There are hidden gems to this beautiful structure, and the area around the church has its ups and downs just as any area of a major city does, especially when there has been neglect and racism and gerrymandering and politics getting in the way.
Now let us compare the areas around Holy Name Cathedral (the “Cardinal’s Church” as a friend of mine put it today) and around the magnificent structure of St. James’ Church at 29th and Wabash. I noticed a problem right away when I went into the area for the photographs. After a few minutes it hit me: this area should be just as thriving and prosperous as the area of the Gold Coast where Holy Name Cathedral is, just as beautiful, as clean, as preserved, as lovely, as safe, just as glorious, as televised and as touted and as visited by tourists and native Chicagoans alike. What is going on behind the scenes then, that has the diocese wanting to demolish St. James’ and be in such a rush to further destroy that area of the city?
Seems to me that demographics is playing a role, but to use that as a lame, corporate and vague and arrogant and authoritarian excuse to further the demolition … now that is about as false as any lie anyone has ever told- and to hear such a thing from the Church, the oh –so- holy high and mighty Catholic Church with its corrupt Curia and all –male official roster, and its priests and its prejudiced laws and rules is only to say, “Hey Cardinal, what’s wrong with this picture? What is going on, man? Why are you not owning up to admitting to playing the race card and wanting to see this area, Bronzeville, suffer as you talk of taking away this church?”
Playing the demographics card is worldliness and falsehood and pride, and can lead to real trouble. Get over this demographics, racial gerrymandering and race card –playing, folks! Everyone lives everywhere, so do not come to the news people and say some area is “predominantly” this or that; every “race” lives in every place. Incomes and lifestyles are changing and with those changes people are looking for alternatives to living and working and moving to parts of the city that suit their need and their means. I don’t give a flip where “blacks” and “whites” and “Asians” and “Hispanics” live- that kind of talk does not fly with me and it should not fly with anyone who considers that they are educated. To speak in such a flippant and ignorant manner is an insult to everyone, Monsieur and Madam Politician.
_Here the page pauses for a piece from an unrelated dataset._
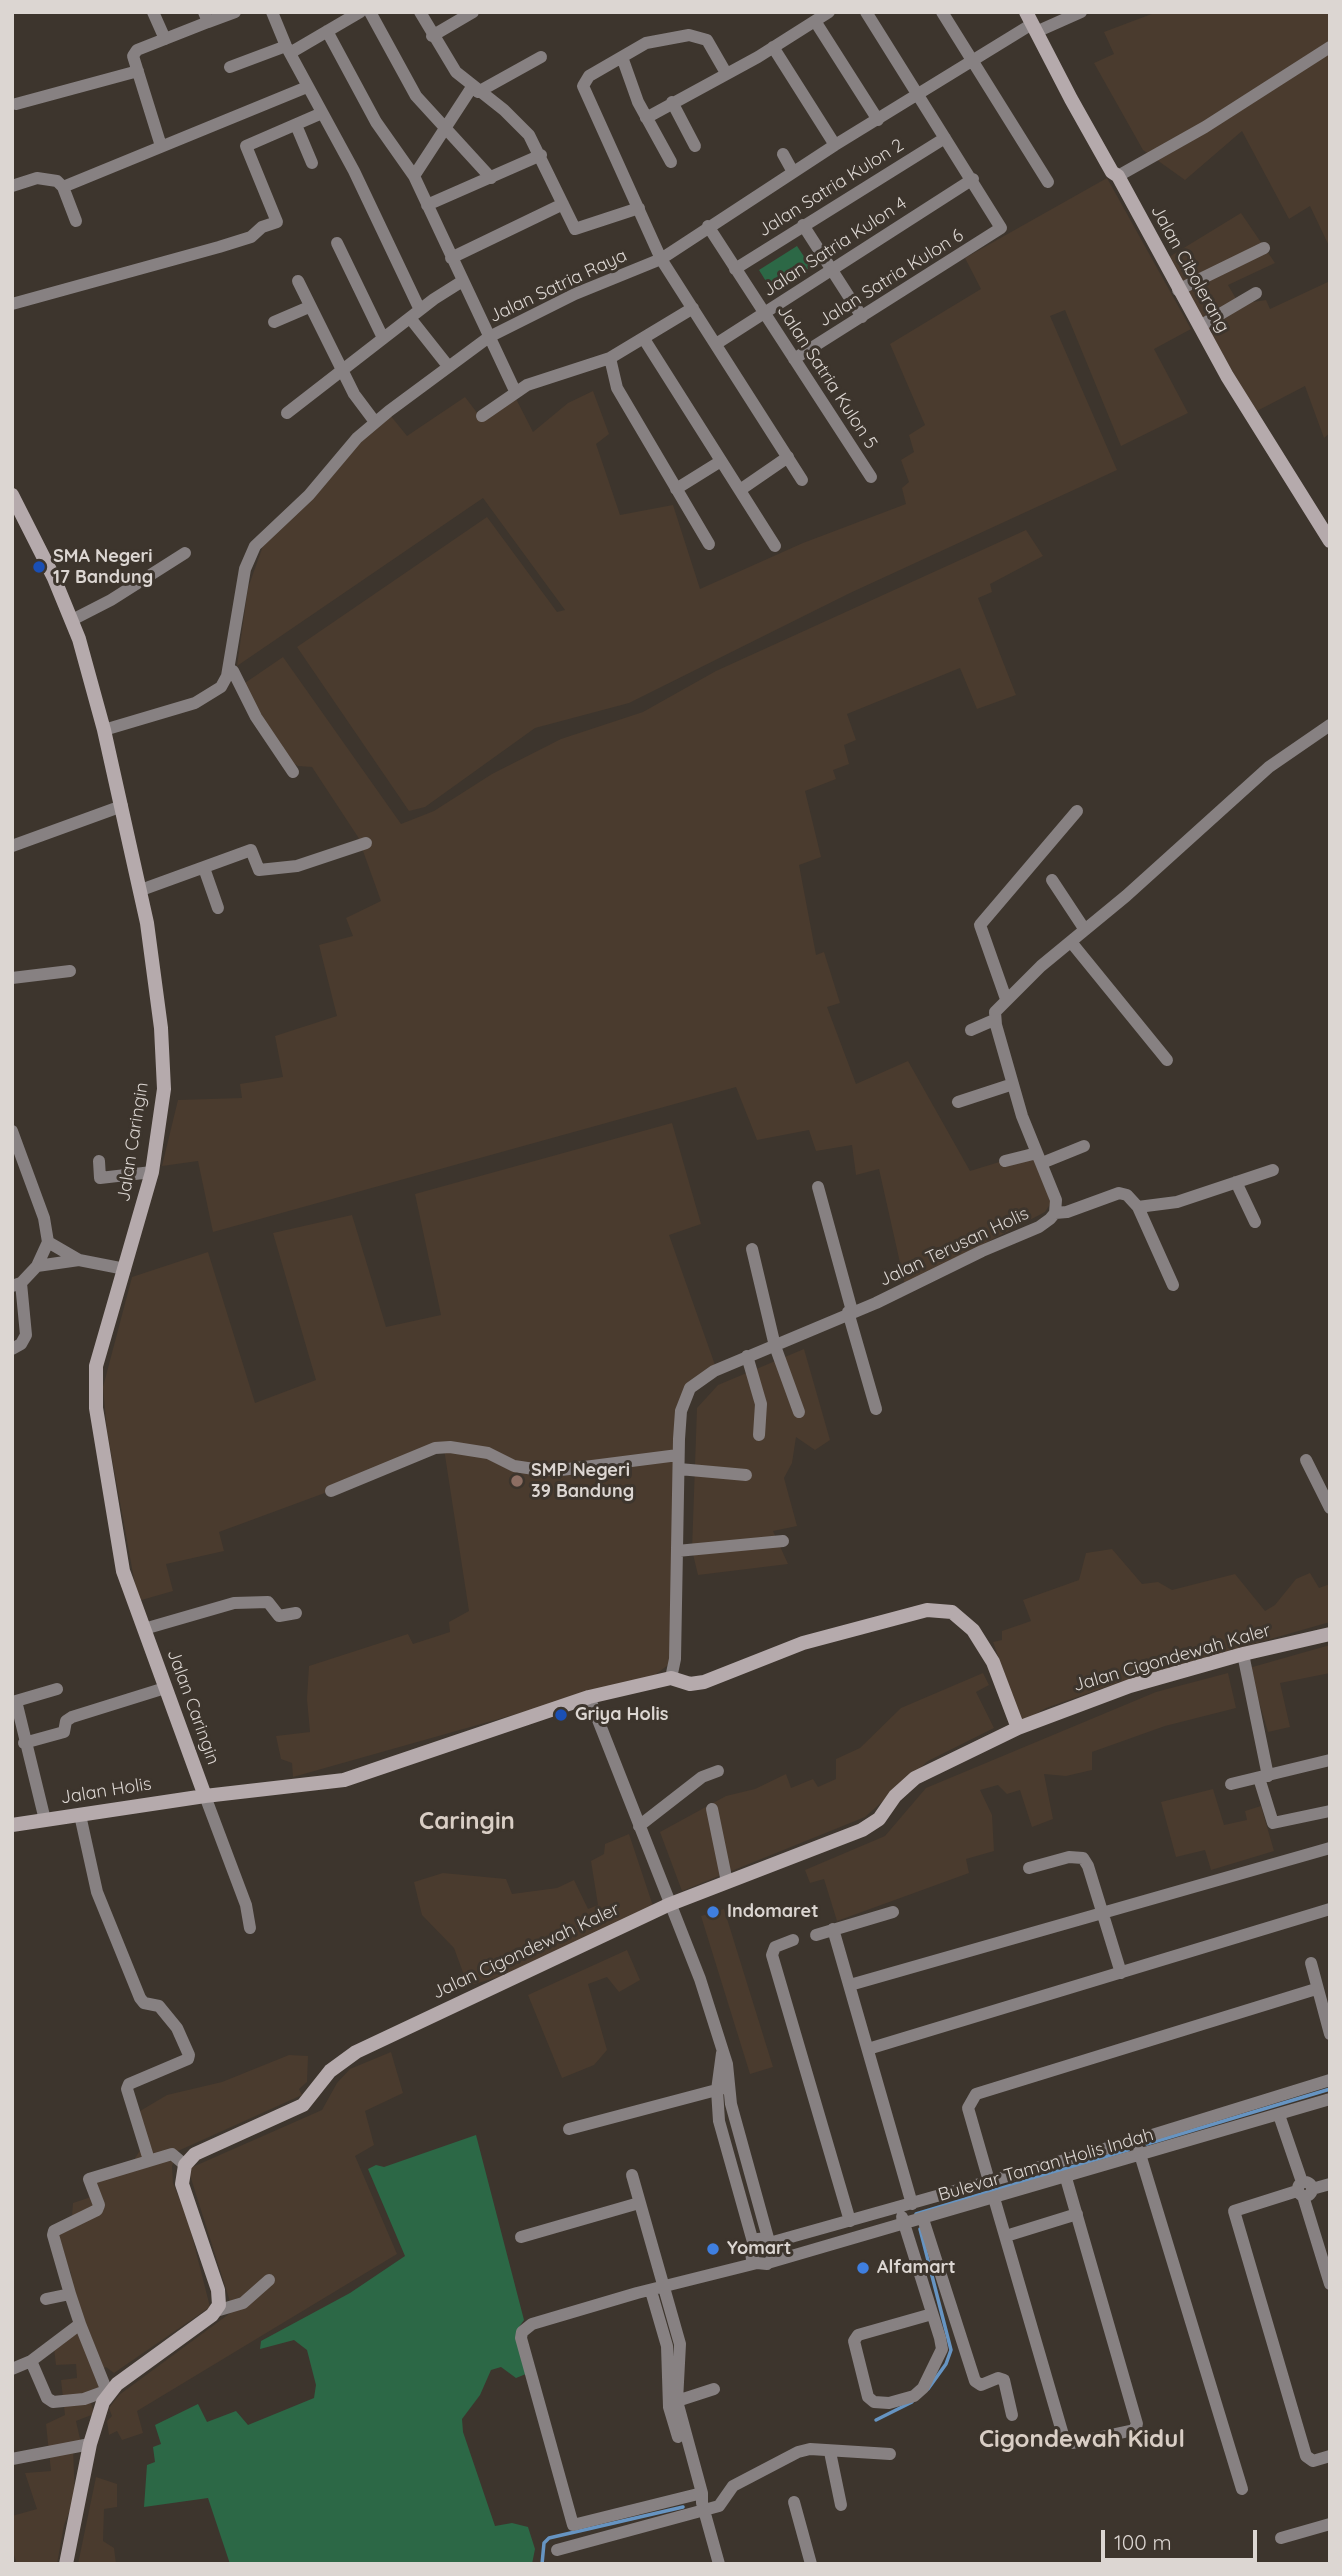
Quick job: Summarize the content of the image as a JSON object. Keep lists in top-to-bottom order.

Answer the people of St. James’ Parish about THAT one if you can, Your Eminence and Your Holiness; what is the problem with that area that you cannot give them the same rushed consideration you gave to the rebuilding and preservation of Holy Name Cathedral? From what I gather it would cost no more to rebuild and preserve St. James’ than it did Holy Name.
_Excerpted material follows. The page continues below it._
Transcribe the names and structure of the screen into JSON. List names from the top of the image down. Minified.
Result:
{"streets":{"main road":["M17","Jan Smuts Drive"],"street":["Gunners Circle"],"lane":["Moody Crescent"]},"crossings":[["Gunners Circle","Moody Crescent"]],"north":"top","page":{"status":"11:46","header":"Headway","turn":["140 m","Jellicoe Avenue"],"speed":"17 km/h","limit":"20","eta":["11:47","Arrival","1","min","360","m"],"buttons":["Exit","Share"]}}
And please do not use the “transit system is so close to it” lame excuse any more, please. The Red Line runs under Holy Name and you can hear and feel it when it does. Busses and cabs and planes roar by and over that church all the time, so mass transit is alive and well in the Gold Coast and around the school, rectory and cathedral. So what if the train lines run behind St. James’s? Just soundproof and shore it up somehow –certainly there are people who can do that and the money would come out of the woodwork if the project goes forward for the salvation of St. James’. Ask anyone who lives around the historic Gold Coast and I’ll bet those homeowners have found companies who can soundproof those older buildings so they are suitable for families and businesses and shore them up against the rumbling of subways, busses, trucks, jets, and the everyday traffic between Chicago Avenue and North Avenue.
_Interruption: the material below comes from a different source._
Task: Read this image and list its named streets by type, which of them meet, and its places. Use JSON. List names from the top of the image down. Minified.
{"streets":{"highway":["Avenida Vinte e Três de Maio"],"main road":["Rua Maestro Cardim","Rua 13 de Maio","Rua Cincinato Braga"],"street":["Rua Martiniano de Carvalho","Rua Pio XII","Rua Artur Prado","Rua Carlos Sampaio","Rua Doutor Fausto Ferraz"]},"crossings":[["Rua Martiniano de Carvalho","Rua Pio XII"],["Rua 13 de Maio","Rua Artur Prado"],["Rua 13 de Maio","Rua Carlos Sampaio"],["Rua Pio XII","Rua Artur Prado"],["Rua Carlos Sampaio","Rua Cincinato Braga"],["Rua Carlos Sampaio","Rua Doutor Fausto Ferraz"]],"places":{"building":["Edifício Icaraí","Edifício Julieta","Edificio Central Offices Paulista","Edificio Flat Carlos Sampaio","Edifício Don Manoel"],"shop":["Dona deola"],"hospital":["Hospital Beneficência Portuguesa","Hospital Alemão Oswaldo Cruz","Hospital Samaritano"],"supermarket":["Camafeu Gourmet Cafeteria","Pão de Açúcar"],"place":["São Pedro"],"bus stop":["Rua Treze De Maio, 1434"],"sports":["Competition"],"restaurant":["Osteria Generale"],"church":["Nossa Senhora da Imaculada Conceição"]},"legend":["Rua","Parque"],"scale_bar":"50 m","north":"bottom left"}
The area around St. James’ Church has residents, businesses, and schools; it has bus routes and roads (that granted do need some fixing up and some cleaning up, but make the diocese alive and relevant and Streets and Sanitation would have to come out and do the jobs), so it is far from deserted and down-trodden. So there are some bare spots and trash that could be cleaned up, but then in a city this large there are bare spots and trash all over the place; vacant lots and dilapidated buildings and such exist even in the Gold Coast. On the bus ride back into the Loop and into the Gold Coast and through Lincoln Park the changes became apparent.
North of where it seems the diocese might end its borders (but then again if people can get to Holy Name from other nations they can get to St. James’ from anywhere as well), things turned more active and seemed cleaner and better maintained overall. People were milling about and folks were walking dogs and sporting their jogging togs as they exercised, and walking with their young children. People were shopping, going in and out of businesses of every caliber and every item from food to clothing, apartment finding to beauty supplies. Though the day is overall gray and damp, the spirits of the people north of 29th and Wabash certainly had a livelier flair than what I saw in the area around St. James’ Church. West of State Street there came a few people around the housing complex, and some walking about, and there were trains and busses passing regularly. But east, there came a couple of people and a few cars.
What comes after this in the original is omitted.